• Your instructions: Check each line of the entries below for the word "position", and copy out the ones that have it.
►
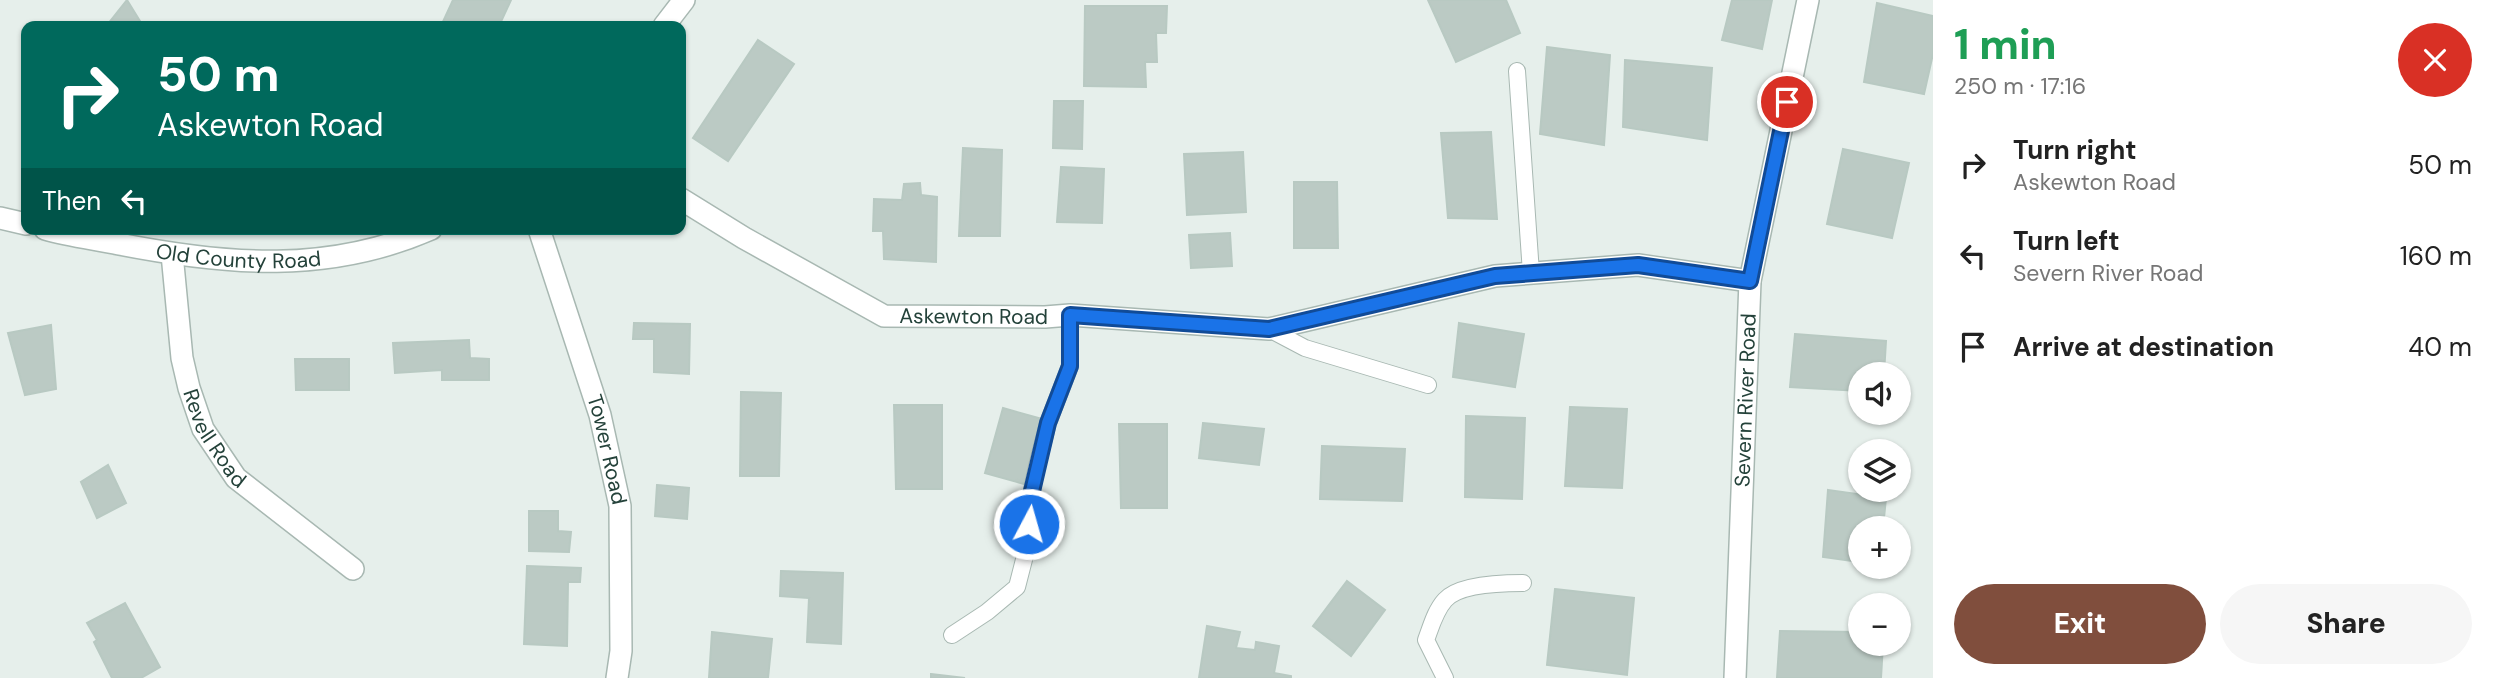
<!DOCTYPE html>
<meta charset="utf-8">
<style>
:root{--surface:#fff;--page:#f6f6f6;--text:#222;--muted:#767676;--accent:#804e3d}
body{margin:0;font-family:"DM Sans",sans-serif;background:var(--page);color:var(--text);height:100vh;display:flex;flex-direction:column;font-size:26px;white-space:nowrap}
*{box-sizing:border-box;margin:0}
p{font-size:23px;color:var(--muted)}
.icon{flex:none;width:38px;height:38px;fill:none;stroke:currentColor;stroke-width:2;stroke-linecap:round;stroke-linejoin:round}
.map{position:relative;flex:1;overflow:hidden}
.panel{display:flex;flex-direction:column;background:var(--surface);width:560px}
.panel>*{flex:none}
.top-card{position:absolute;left:21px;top:21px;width:665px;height:214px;border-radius:14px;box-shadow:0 2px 5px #0004;background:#00695c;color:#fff;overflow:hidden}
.controls{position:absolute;left:1848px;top:362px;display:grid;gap:14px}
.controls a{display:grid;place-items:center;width:63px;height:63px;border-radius:50%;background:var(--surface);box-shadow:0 2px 5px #0004;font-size:35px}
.pin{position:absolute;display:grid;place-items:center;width:60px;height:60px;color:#fff;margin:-30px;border:4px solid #fff;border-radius:50%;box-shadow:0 2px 7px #0007}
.me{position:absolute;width:77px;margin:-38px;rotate:6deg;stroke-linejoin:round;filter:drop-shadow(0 0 5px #0008)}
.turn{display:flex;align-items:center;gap:24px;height:147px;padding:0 21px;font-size:32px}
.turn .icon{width:91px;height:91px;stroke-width:2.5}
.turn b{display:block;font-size:49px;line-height:60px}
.then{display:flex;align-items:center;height:66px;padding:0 21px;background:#0003;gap:14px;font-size:26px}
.round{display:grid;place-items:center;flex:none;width:74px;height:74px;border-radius:37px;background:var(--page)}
.overview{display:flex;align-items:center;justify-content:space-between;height:119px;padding:0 21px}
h1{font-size:42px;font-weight:800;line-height:52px;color:#1e9e55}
.button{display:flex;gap:14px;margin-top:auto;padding:14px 21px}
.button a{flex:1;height:80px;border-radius:42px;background:var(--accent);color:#fff;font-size:28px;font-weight:800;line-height:80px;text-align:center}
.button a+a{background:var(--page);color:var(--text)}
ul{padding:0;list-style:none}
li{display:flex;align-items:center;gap:21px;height:91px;padding:0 21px}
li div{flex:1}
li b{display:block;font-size:26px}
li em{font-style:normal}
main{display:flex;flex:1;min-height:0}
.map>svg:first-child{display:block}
</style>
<main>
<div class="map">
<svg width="1933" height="678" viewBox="0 0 1933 678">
<rect width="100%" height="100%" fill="#e6efeb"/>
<g fill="#bbcac4" stroke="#b8c9c2" stroke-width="2">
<path d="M127,0L143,26H110L108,24Z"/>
<path d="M453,0H511L499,26H441Z"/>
<path d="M1428,0H1506L1520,33L1456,62Z"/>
<path d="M1732,0H1772L1762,49L1722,40Z"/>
<path d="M1877,3L1933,16V54L1924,94L1864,82Z"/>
<path d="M1085,6H1167L1166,33H1156L1157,62H1145L1146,87L1084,86Z"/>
<path d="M758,40L794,64L728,161L693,138Z"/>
<path d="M1547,47L1610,55L1604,145L1540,134Z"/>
<path d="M1625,60L1712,68L1707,140L1623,127Z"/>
<path d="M1054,101H1083L1082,149L1053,148Z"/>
<path d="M1491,132L1497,219L1448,218L1441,133Z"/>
<path d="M963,148L1002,150L1000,236H959Z"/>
<path d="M1843,149L1909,163L1892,238L1827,224Z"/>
<path d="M1243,152L1246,212L1187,215L1184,154Z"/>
<path d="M1061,167L1104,169L1102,223L1057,222Z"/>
<path d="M1294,182H1337L1338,248H1294Z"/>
<path d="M920,183L921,195L937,197L936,262L884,259L883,231H873L874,199L902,200L904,184Z"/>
<path d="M1230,233L1232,266L1191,268L1189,235Z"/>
<path d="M634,323L690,324L689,374L654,372V339H633Z"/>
<path d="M1459,323L1524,334L1515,387L1453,377Z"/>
<path d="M51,325L56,389L25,395L8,333Z"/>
<path d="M1795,334L1886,341L1884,374H1860V391L1790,387Z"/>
<path d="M469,340L470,358L489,359V380H442V370L395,373L393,343Z"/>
<path d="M295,359H349V390H296Z"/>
<path d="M741,392L781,393L779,476H740Z"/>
<path d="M894,405H942V489H896Z"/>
<path d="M1570,407L1627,409L1622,488L1565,486Z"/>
<path d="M1003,408L1042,419L1024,484L985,473Z"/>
<path d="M1466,416L1525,418L1522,499L1465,497Z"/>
<path d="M1203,423L1264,429L1259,465L1199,458Z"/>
<path d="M1119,424H1167V508H1121Z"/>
<path d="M1322,446L1405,449L1402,501L1320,499Z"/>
<path d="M108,465L126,503L97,518L81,482Z"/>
<path d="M657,485L689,488L687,519L655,516Z"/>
<path d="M1828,490L1886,498L1883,528H1860V562L1823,557Z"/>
<path d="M529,511H558V531L571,532L569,552L529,551Z"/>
<path d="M527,566L581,568L580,582H568L567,646L524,644Z"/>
<path d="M781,571L843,573L841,644L807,642L809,598L780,596Z"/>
<path d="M1347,581L1385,610L1351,656L1313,626Z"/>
<path d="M1555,589L1634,598L1627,675L1547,665Z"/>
<path d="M125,603L160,667L141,678H112L94,642L97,640L87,623Z"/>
<path d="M1207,626L1240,632L1236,648L1255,650L1256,642L1279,646L1274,673L1291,676V678H1199Z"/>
<path d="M1780,631L1860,632V644H1883L1881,678H1777Z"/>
<path d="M712,632L772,639L768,678H709Z"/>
<path d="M931,674L965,678H931Z"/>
</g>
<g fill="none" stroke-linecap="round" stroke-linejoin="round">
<defs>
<g id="service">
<path d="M1517,71L1531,273"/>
<path d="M1269,329L1305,348L1428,385"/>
<path d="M952,635L987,612L1017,587L1028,544L1029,504L1037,466L1048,423L1070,366V315"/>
<path d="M1445,678L1426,640C1431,627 1435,611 1445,600C1459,584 1503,583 1523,583"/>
</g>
<g id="minor">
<path d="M664,26L684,0"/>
<path id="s1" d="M681,199L744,238L884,316L1045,317L1070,315L1269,329L1495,276L1638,265L1750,281"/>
<path d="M0,218L26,224"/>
<path id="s2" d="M45,229C69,236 95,239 119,244C227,265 328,274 431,229"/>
<path id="s3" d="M539,229L600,415L620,506L621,651L617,678"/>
<path id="s4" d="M172,254L182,358L189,388L203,429L236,478L353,569"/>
<path id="s5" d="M1735,678L1750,281L1808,0"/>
</g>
</defs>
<use href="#service" stroke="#a8b8b2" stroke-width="18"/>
<use href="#minor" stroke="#a8b8b2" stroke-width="24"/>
<use href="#service" stroke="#fff" stroke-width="16"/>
<use href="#minor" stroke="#fff" stroke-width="21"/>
</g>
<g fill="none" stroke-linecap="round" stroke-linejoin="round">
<defs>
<path id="route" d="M1029,524V504L1048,423L1070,366V315L1269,329L1495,276L1638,265L1750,281L1787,102"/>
</defs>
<use href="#route" stroke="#114b97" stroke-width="18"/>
<use href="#route" stroke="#1a73e8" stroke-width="12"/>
</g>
<g text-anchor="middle" stroke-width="5" stroke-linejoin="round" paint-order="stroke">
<g font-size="21" fill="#24423a" stroke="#f7fbf9">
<text dy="7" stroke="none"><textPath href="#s2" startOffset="196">Old County Road</textPath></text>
<text dy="7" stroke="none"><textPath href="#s1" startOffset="324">Askewton Road</textPath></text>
<text dy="7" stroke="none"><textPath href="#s5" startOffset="278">Severn River Road</textPath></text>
<text dy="7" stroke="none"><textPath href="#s4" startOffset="192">Revell Road</textPath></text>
<text dy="7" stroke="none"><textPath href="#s3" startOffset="231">Tower Road</textPath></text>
</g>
</g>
</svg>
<div class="controls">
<a><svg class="icon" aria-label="sound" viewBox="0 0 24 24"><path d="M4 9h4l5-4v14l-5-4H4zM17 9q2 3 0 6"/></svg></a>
<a><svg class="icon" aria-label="layers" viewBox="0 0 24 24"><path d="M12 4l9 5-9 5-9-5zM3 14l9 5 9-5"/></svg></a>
<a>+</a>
<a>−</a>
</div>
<div class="pin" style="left:1787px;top:102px;background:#d93025"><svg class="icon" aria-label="arrive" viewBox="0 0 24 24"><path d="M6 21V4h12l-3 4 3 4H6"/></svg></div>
<svg class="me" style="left:1029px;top:524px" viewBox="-20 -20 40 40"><circle r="17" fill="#1a73e8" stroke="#fff" stroke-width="3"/><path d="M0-11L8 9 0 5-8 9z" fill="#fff"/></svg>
<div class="top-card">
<div class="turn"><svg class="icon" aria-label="right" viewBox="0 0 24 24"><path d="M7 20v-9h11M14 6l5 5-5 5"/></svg><div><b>50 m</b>Askewton Road</div></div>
<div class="then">Then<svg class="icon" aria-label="left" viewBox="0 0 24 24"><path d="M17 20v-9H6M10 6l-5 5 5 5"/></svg></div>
</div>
</div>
<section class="panel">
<div class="overview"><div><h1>1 min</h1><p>250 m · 17:16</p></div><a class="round" style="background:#d93025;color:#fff"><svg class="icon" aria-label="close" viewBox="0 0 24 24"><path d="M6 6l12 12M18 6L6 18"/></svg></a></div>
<ul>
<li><svg class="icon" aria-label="right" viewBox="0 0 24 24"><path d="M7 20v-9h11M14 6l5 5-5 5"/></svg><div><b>Turn right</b><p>Askewton Road</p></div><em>50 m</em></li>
<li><svg class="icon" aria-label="left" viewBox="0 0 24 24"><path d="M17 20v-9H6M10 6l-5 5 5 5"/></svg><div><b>Turn left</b><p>Severn River Road</p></div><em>160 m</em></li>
<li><svg class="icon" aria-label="arrive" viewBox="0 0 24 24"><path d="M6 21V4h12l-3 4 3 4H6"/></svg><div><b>Arrive at destination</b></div><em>40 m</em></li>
</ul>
<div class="button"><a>Exit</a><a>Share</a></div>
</section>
</main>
◄
• Answer to the exercise:
.map{position:relative;flex:1;overflow:hidden}
.top-card{position:absolute;left:21px;top:21px;width:665px;height:214px;border-radius:14px;box-shadow:0 2px 5px #0004;background:#00695c;color:#fff;overflow:hidden}
.controls{position:absolute;left:1848px;top:362px;display:grid;gap:14px}
.pin{position:absolute;display:grid;place-items:center;width:60px;height:60px;color:#fff;margin:-30px;border:4px solid #fff;border-radius:50%;box-shadow:0 2px 7px #0007}
.me{position:absolute;width:77px;margin:-38px;rotate:6deg;stroke-linejoin:round;filter:drop-shadow(0 0 5px #0008)}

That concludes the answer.